From MD speech it’s clear that SKM has no competitors in India. If these products are successful it ll change the fortunes of this company… A pan India presence can be the ultimate game changer. Hoping for the best turnout over the next couple of years
On the face of it, Q4 results look disappointing. However, when we get into the depth of each figure, it looks like the company is making a deliberate attempt to make its number look disappointing by re-grouping & stating numbers without providing any explanation in the notes. More credibility is for Standalone numbers as the Consolidated numbers basically include numbers for subsidiaries in Japan, Europe & Russia. They have margins to manage their expenses and some surplus. The numbers of that will make more sense in Annual Report. Purchase of Stock-in Trade is a mystery. If we look at FY 16-17 Annual Report on page 65 and note 12 on page 72, the figure is just 3.91 Crores and it only mentions Customs clearance & logistics expenses. I fail to understand the logic in showing Customs Clearance & Forwarding Charges of Russia Branch as Purchase of Stock in trade. However, if we look at this Q4 results, the Purchase of Stock in trade for last Financial year (FY 16-17) is shown as 15.51 Crores. The notes fail to mention anything about how are the numbers regrouped to change the Annual Report figure from 3.91 crores to 15.51 crores. The figure for current year is 62 Crores. Is it that the company is getting the B2C goods manufactured from private entities for sale in Indian Market? There is no break-up for Other Income. So we do not know how much of MEIS & State Subsidies have been accounted for and how much is held back for bringing on book in the next year. Even after this, the company has reported highest ever Annual revenue of 299 Crores. The earliest best was 287 crores in 2014-15. Working Capital Cycle has improved drastically. Inventory has come down from 80 Days last year to 50 days. Receivables remain steady as 21 days and payables has come down from 22 days to 20 days. So Net working capital cycle has come down from 86 Days last year to 51 Days now. A reduction of 35 days. This is reflected in low Interest outgo for the quarter. Tax payment as percentage of PBT stands at 77%, if we include differed tax. If we look at only current year tax, it stands at 42%. Contingent Liability has come down from 4.51 Crores to 3.30 Crores. This is the lowest since FY 2012-13. So the company is cleaning up its Balance Sheet. All in all, we could reiterate, the company is making a deliberate attempt to make numbers appear weaker than they actually are.

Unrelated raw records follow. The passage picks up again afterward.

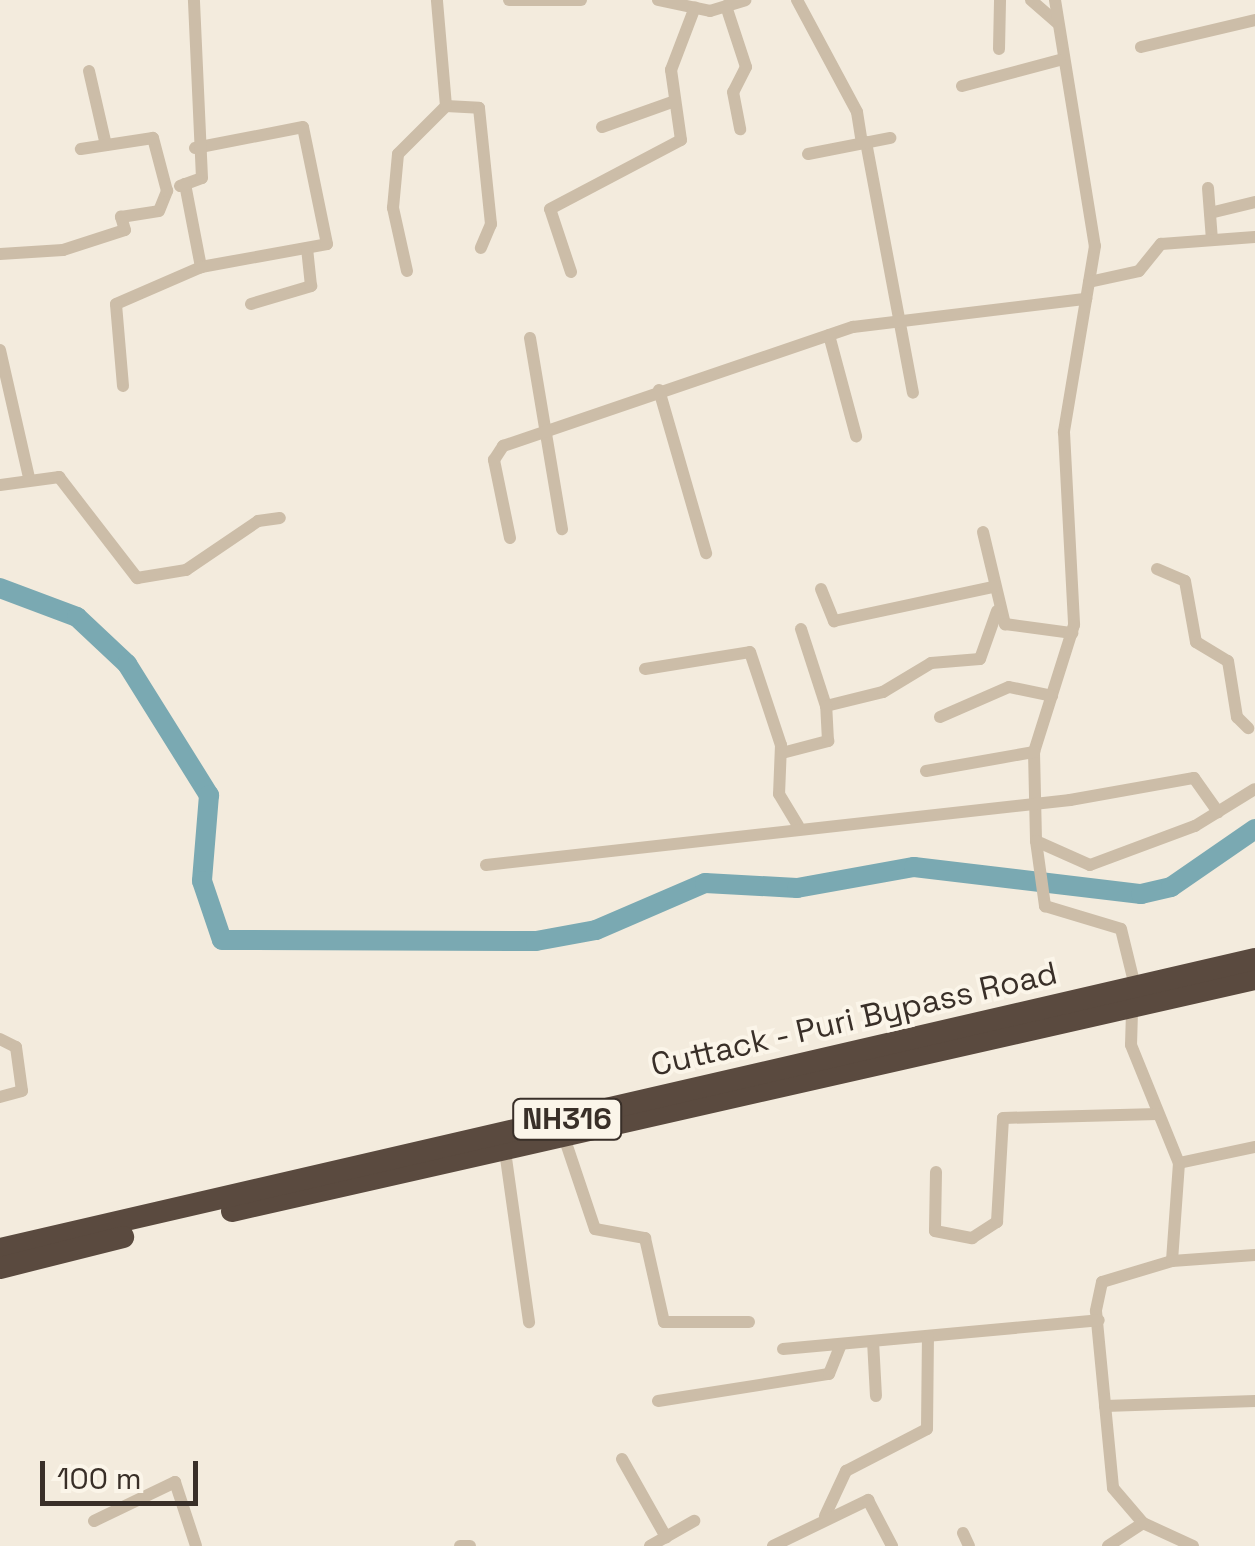 <!DOCTYPE html>
<style>
body{margin:0}
#map{position:relative;width:1255px;height:1546px;overflow:hidden;background:#f3ebdd;font-family:"Space Grotesk",sans-serif}
div>[style]{position:absolute}
[style*='--x']{left:calc(var(--x)*1px);top:calc(var(--y)*1px);width:calc(var(--w)*1px);rotate:calc(var(--a)*1deg)}
.river>*{height:20px;margin:-10px;padding:0 10px;transform-origin:10px;border-radius:10px;background:#7aa9b2}
.street>*{height:12px;margin:-6px;padding:0 6px;transform-origin:6px;border-radius:6px;background:#ccbda8}
.highway>*{height:22px;margin:-11px;padding:0 11px;transform-origin:11px;border-radius:11px;background:#5a4a3f}
span{translate:-50% -50%;white-space:nowrap;text-align:center;line-height:1.15;-webkit-text-stroke:8px #fbf5e9;paint-order:stroke}
.shield-label span{padding:2px 8px;background:#fbf5e9;border:2px solid;border-radius:8px;-webkit-text-stroke-width:0}
.shield-label{font-size:30px;color:#392f28;font-weight:700}
.street-label{font-size:32px;color:#392f28}
.scale{position:absolute;left:40px;top:1461px;width:158px;height:45px;box-sizing:border-box;border:5px solid #392f28;border-top:0;padding-left:12px;font-size:30px;line-height:35px;white-space:nowrap;color:#392f28;-webkit-text-stroke:8px #fbf5e9;paint-order:stroke}
</style>
<div id="map">
<div class="river">
<i style="--x:0;--y:588;--w:82;--a:20.6"></i>
<i style="--x:77;--y:617;--w:69;--a:43.2"></i>
<i style="--x:127;--y:664;--w:155;--a:58"></i>
<i style="--x:209;--y:795;--w:86;--a:94.7"></i>
<i style="--x:202;--y:881;--w:62;--a:71.3"></i>
<i style="--x:222;--y:940;--w:314;--a:0.2"></i>
<i style="--x:536;--y:941;--w:61;--a:-10.4"></i>
<i style="--x:596;--y:930;--w:119;--a:-23.3"></i>
<i style="--x:705;--y:883;--w:92;--a:3.1"></i>
<i style="--x:797;--y:888;--w:119;--a:-10.2"></i>
<i style="--x:914;--y:867;--w:229;--a:6.8"></i>
<i style="--x:1141;--y:894;--w:31;--a:-13"></i>
<i style="--x:1171;--y:887;--w:102;--a:-34.6"></i>
</div>
<div class="street">
<i style="--x:509;--y:0;--w:72;--a:0"></i>
<i style="--x:658;--y:0;--w:53;--a:11.9"></i>
<i style="--x:710;--y:11;--w:37;--a:-17"></i>
<i style="--x:797;--y:0;--w:127;--a:61.8"></i>
<i style="--x:857;--y:112;--w:31;--a:81"></i>
<i style="--x:1031;--y:0;--w:35;--a:41"></i>
<i style="--x:1055;--y:0;--w:249;--a:80.8"></i>
<i style="--x:1095;--y:246;--w:189;--a:99.5"></i>
<i style="--x:1064;--y:432;--w:193;--a:87"></i>
<i style="--x:1074;--y:625;--w:133;--a:107.5"></i>
<i style="--x:1034;--y:752;--w:89;--a:88.7"></i>
<i style="--x:1036;--y:841;--w:66;--a:82.1"></i>
<i style="--x:1045;--y:906;--w:79;--a:16.8"></i>
<i style="--x:1121;--y:929;--w:50;--a:76.2"></i>
<i style="--x:1133;--y:978;--w:67;--a:91.7"></i>
<i style="--x:1131;--y:1045;--w:127;--a:67.9"></i>
<i style="--x:1179;--y:1163;--w:98;--a:94.1"></i>
<i style="--x:1172;--y:1261;--w:73;--a:163.3"></i>
<i style="--x:1102;--y:1282;--w:30;--a:102"></i>
<i style="--x:1096;--y:1311;--w:178;--a:84.5"></i>
<i style="--x:1113;--y:1488;--w:46;--a:49.4"></i>
<i style="--x:1143;--y:1523;--w:55;--a:24.7"></i>
<i style="--x:726;--y:6;--w:64;--a:71.8"></i>
<i style="--x:746;--y:67;--w:28;--a:117"></i>
<i style="--x:733;--y:92;--w:38;--a:79"></i>
<i style="--x:1141;--y:47;--w:117;--a:-13.3"></i>
<i style="--x:999;--y:49;--w:49;--a:-88.8"></i>
<i style="--x:89;--y:71;--w:76;--a:77.1"></i>
<i style="--x:962;--y:86;--w:101;--a:-14.9"></i>
<i style="--x:446;--y:106;--w:33;--a:3"></i>
<i style="--x:479;--y:108;--w:117;--a:84.1"></i>
<i style="--x:491;--y:224;--w:26;--a:113"></i>
<i style="--x:602;--y:127;--w:77;--a:-19.6"></i>
<i style="--x:866;--y:142;--w:255;--a:79.4"></i>
<i style="--x:808;--y:154;--w:84;--a:-11"></i>
<i style="--x:185;--y:184;--w:85;--a:79.1"></i>
<i style="--x:201;--y:267;--w:128;--a:-10.3"></i>
<i style="--x:327;--y:244;--w:119;--a:-101.6"></i>
<i style="--x:303;--y:127;--w:110;--a:169"></i>
<i style="--x:180;--y:186;--w:23;--a:-20"></i>
<i style="--x:202;--y:178;--w:178;--a:-92.6"></i>
<i style="--x:1208;--y:188;--w:52;--a:85.6"></i>
<i style="--x:1210;--y:213;--w:46;--a:-13.7"></i>
<i style="--x:0;--y:254;--w:63;--a:-3.6"></i>
<i style="--x:63;--y:250;--w:65;--a:-17.9"></i>
<i style="--x:125;--y:230;--w:14;--a:-107"></i>
<i style="--x:121;--y:217;--w:38;--a:-9"></i>
<i style="--x:159;--y:211;--w:22;--a:-68"></i>
<i style="--x:167;--y:191;--w:55;--a:-104.8"></i>
<i style="--x:153;--y:138;--w:73;--a:171.3"></i>
<i style="--x:407;--y:271;--w:65;--a:-102.5"></i>
<i style="--x:393;--y:208;--w:54;--a:-84.7"></i>
<i style="--x:398;--y:154;--w:68;--a:-45"></i>
<i style="--x:446;--y:106;--w:106;--a:-94.9"></i>
<i style="--x:571;--y:272;--w:66;--a:-108.4"></i>
<i style="--x:550;--y:209;--w:148;--a:-27.8"></i>
<i style="--x:681;--y:140;--w:71;--a:-98.1"></i>
<i style="--x:671;--y:70;--w:67;--a:-69.1"></i>
<i style="--x:1089;--y:282;--w:51;--a:-12.4"></i>
<i style="--x:1139;--y:271;--w:35;--a:-51"></i>
<i style="--x:1161;--y:244;--w:94;--a:-4.3"></i>
<i style="--x:251;--y:304;--w:63;--a:-16.7"></i>
<i style="--x:311;--y:286;--w:38;--a:-96"></i>
<i style="--x:829;--y:335;--w:105;--a:75"></i>
<i style="--x:530;--y:338;--w:194;--a:80.5"></i>
<i style="--x:0;--y:350;--w:131;--a:77.2"></i>
<i style="--x:123;--y:386;--w:82;--a:-94.9"></i>
<i style="--x:116;--y:304;--w:93;--a:-23.5"></i>
<i style="--x:659;--y:390;--w:170;--a:73.9"></i>
<i style="--x:0;--y:485;--w:60;--a:-7.7"></i>
<i style="--x:59;--y:477;--w:128;--a:52.3"></i>
<i style="--x:137;--y:578;--w:50;--a:-9.3"></i>
<i style="--x:186;--y:570;--w:87;--a:-34.2"></i>
<i style="--x:258;--y:521;--w:22;--a:-8"></i>
<i style="--x:983;--y:532;--w:95;--a:76.6"></i>
<i style="--x:1005;--y:624;--w:68;--a:7.7"></i>
<i style="--x:510;--y:538;--w:80;--a:-101.6"></i>
<i style="--x:494;--y:460;--w:17;--a:-57"></i>
<i style="--x:503;--y:446;--w:370;--a:-18.8"></i>
<i style="--x:853;--y:327;--w:235;--a:-6.9"></i>
<i style="--x:1157;--y:569;--w:30;--a:23"></i>
<i style="--x:1185;--y:581;--w:62;--a:79.8"></i>
<i style="--x:1196;--y:642;--w:37;--a:31"></i>
<i style="--x:1228;--y:661;--w:57;--a:80.9"></i>
<i style="--x:1237;--y:717;--w:16;--a:45"></i>
<i style="--x:821;--y:589;--w:35;--a:68"></i>
<i style="--x:834;--y:621;--w:163;--a:-12.1"></i>
<i style="--x:801;--y:629;--w:81;--a:72"></i>
<i style="--x:826;--y:706;--w:59;--a:-13.8"></i>
<i style="--x:883;--y:692;--w:56;--a:-31.1"></i>
<i style="--x:931;--y:663;--w:49;--a:-4.7"></i>
<i style="--x:980;--y:659;--w:51;--a:-70.5"></i>
<i style="--x:645;--y:669;--w:106;--a:-9.2"></i>
<i style="--x:750;--y:652;--w:98;--a:71.6"></i>
<i style="--x:781;--y:745;--w:49;--a:92.3"></i>
<i style="--x:779;--y:794;--w:37;--a:59"></i>
<i style="--x:940;--y:717;--w:75;--a:-23.5"></i>
<i style="--x:1009;--y:687;--w:44;--a:11.8"></i>
<i style="--x:782;--y:753;--w:48;--a:-14.6"></i>
<i style="--x:828;--y:741;--w:35;--a:-93"></i>
<i style="--x:926;--y:771;--w:110;--a:-10"></i>
<i style="--x:1036;--y:841;--w:59;--a:24"></i>
<i style="--x:1090;--y:865;--w:112;--a:-20.4"></i>
<i style="--x:1195;--y:826;--w:70;--a:-31.7"></i>
<i style="--x:486;--y:865;--w:588;--a:-6.35"></i>
<i style="--x:1070;--y:800;--w:126;--a:-10.1"></i>
<i style="--x:1194;--y:778;--w:42;--a:54.8"></i>
<i style="--x:0;--y:1039;--w:18;--a:27"></i>
<i style="--x:16;--y:1047;--w:44;--a:82.2"></i>
<i style="--x:22;--y:1091;--w:23;--a:165"></i>
<i style="--x:564;--y:1137;--w:97;--a:71.4"></i>
<i style="--x:595;--y:1229;--w:51;--a:10.2"></i>
<i style="--x:645;--y:1238;--w:86;--a:77.3"></i>
<i style="--x:664;--y:1322;--w:85;--a:0"></i>
<i style="--x:505;--y:1151;--w:173;--a:82"></i>
<i style="--x:1179;--y:1163;--w:78;--a:-11.9"></i>
<i style="--x:936;--y:1172;--w:59;--a:91"></i>
<i style="--x:935;--y:1231;--w:38;--a:11"></i>
<i style="--x:972;--y:1238;--w:30;--a:-33"></i>
<i style="--x:997;--y:1222;--w:104;--a:-86.7"></i>
<i style="--x:1003;--y:1118;--w:155;--a:-1.5"></i>
<i style="--x:1172;--y:1261;--w:83;--a:-4.1"></i>
<i style="--x:873;--y:1341;--w:55;--a:86.9"></i>
<i style="--x:783;--y:1349;--w:317;--a:-5.2"></i>
<i style="--x:658;--y:1401;--w:173;--a:-9"></i>
<i style="--x:829;--y:1374;--w:32;--a:-68"></i>
<i style="--x:1105;--y:1406;--w:150;--a:-1.9"></i>
<i style="--x:622;--y:1459;--w:90;--a:60.6"></i>
<i style="--x:825;--y:1516;--w:50;--a:-65"></i>
<i style="--x:846;--y:1471;--w:91;--a:-27.4"></i>
<i style="--x:927;--y:1429;--w:93;--a:-89.4"></i>
<i style="--x:94;--y:1521;--w:90;--a:-25.7"></i>
<i style="--x:175;--y:1482;--w:67;--a:71.8"></i>
<i style="--x:963;--y:1533;--w:14;--a:65"></i>
<i style="--x:460;--y:1546;--w:10;--a:0"></i>
<i style="--x:650;--y:1546;--w:51;--a:-29.6"></i>
<i style="--x:773;--y:1546;--w:106;--a:-25.8"></i>
<i style="--x:868;--y:1500;--w:52;--a:62.4"></i>
<i style="--x:1108;--y:1546;--w:42;--a:-33.3"></i>
</div>
<div class="highway">
<i style="--x:232;--y:1211;--w:1049;--a:-12.78"></i>
<i style="--x:0;--y:1249;--w:1288;--a:-13.01"></i>
<i style="--x:0;--y:1268;--w:127;--a:-14.1"></i>
</div>
<div class="shield-label">
<span style="left:567px;top:1119px">NH316</span>
</div>
<div class="street-label">
<span style="left:854px;top:1019px;rotate:-13deg">Cuttack - Puri Bypass Road</span>
</div>
<div class="scale">100 m</div>
</div>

May be the management wants proxies to accumulate at lower levels? How do we get the management to answer the profit sharing ratio for the value added products in domestic market?

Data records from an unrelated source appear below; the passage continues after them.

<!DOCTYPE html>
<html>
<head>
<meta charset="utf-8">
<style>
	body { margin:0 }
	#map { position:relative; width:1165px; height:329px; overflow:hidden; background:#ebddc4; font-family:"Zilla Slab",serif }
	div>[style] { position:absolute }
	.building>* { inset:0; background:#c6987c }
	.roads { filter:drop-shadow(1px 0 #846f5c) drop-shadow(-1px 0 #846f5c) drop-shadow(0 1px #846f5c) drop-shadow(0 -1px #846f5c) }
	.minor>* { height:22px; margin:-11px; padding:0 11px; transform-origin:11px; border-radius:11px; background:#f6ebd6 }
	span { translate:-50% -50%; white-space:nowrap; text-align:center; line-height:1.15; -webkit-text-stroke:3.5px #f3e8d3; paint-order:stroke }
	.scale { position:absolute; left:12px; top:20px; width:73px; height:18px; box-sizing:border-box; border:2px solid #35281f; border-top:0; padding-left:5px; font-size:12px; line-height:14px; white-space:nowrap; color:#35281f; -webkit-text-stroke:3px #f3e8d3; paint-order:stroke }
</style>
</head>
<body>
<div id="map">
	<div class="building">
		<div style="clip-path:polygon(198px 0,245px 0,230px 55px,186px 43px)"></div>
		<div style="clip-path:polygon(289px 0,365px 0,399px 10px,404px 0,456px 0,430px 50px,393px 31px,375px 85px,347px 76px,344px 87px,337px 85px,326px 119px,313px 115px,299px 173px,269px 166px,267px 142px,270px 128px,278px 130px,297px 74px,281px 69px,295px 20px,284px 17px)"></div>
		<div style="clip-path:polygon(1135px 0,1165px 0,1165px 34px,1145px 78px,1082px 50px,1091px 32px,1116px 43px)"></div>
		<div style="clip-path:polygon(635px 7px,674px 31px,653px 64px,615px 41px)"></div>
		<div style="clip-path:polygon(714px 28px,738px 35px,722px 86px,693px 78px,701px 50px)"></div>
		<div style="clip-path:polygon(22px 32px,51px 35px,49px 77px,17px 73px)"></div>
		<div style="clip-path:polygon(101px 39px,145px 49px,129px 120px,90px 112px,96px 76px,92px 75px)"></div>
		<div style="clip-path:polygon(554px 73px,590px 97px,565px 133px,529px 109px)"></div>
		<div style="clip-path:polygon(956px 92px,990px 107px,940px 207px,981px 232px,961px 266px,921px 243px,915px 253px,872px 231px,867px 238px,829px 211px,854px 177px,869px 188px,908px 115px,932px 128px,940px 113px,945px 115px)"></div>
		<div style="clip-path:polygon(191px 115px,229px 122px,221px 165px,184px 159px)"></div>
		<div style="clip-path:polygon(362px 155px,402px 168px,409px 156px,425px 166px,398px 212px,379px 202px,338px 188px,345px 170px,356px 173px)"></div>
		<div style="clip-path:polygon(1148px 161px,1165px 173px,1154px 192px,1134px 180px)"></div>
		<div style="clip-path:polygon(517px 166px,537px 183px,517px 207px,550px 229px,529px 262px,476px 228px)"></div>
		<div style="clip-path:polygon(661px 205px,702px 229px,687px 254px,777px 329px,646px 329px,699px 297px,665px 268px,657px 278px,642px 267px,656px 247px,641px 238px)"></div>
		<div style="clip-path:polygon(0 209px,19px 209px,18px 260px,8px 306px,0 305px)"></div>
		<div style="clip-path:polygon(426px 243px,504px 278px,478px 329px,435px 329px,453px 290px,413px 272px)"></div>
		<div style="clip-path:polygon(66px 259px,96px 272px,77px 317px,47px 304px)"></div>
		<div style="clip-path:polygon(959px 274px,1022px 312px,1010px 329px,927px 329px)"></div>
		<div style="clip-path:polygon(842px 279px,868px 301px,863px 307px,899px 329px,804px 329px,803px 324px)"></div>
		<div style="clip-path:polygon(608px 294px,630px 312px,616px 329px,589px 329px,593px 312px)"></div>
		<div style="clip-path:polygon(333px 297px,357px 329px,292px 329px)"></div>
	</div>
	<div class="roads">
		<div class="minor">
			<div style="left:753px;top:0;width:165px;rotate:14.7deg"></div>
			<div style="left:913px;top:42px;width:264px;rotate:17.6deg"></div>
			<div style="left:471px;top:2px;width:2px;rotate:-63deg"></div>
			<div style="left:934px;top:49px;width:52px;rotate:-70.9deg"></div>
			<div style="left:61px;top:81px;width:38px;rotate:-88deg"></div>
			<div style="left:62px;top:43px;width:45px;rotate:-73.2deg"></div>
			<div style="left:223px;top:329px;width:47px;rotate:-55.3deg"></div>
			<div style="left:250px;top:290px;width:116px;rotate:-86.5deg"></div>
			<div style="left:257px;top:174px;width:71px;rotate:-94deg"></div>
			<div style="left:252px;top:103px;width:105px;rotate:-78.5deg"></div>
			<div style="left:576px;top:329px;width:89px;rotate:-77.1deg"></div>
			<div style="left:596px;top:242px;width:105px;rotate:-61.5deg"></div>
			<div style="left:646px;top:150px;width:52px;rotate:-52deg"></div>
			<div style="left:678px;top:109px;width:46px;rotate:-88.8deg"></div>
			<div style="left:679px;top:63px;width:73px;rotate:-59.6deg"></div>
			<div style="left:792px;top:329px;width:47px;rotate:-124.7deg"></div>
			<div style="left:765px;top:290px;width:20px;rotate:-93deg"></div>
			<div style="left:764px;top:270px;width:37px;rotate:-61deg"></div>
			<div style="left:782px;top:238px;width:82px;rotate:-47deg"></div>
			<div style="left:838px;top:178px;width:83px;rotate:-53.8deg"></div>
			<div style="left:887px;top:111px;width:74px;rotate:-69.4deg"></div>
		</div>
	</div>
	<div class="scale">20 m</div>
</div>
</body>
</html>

Some quick thoughts from the FY18 annual report:
- MD&CEO hiking compensation to Rs 13.5 L/ month - seems excessive in a down cycle
- I couldn’t find a mention of the B2C business or the brand “Best” at all in the AR.
- Interesting to see Madhu Kela’s Singularity Ventures has picked a 0.5% stake in the Company
- The big jumps in sales (stand alone) have come from India (~3x from 30 cr to 88 cr), Russia (~1.5x from 32 to 44 cr) & Europe (~3x from 7 cr to 21 cr). Japan was flat - MD&A says reentering Korean market now as well as in Africa
- Related party transactions continue to be difficult to understand (for me at least)
- Subsidies (classified as other income) upto Rs 9.4 cr from 9 cr. Not sure who the subsidy is from and for what.
Good snapshot on the company. B2C is where the company will be focusing. Company is betting on Egg White Cubes to be a game changer. Doing business in Japan, Russia and Europe is tough, competitive and unpredictable.
When you mean company is it skm egg or best egg ?
Why egg white is not listed as a product on the skmegg company page ?
I mean the company SKM Egg
Egg White is a recently added product, it could be listed on the SKM Egg website in the coming days.
Patience is key if you are invested in SKM. For decent gains one must be willing to wait 2-3 years for the next leg of the company’s growth.
Disclosure: Invested. Offloaded half the investment at 100+ levels and holding on the rest.
SKM Universal Marketing owns the Best brand and distribution is the understanding in this thread. This entity is related-party, promoter owned company and stands to benefit from the FMCG foray and not SKM Egg products, the listed entity which appears to be more of a contract manufacturer for SKM Universal Marketing.
SKM Egg products own less than 20% of SKM Universal Marketing. I would love to get hold of SKM Universal Marketing business as it definitely would command some sweet margin!
Also, is this why Venky’s ROCE (from screener.in) is more than that of SKM?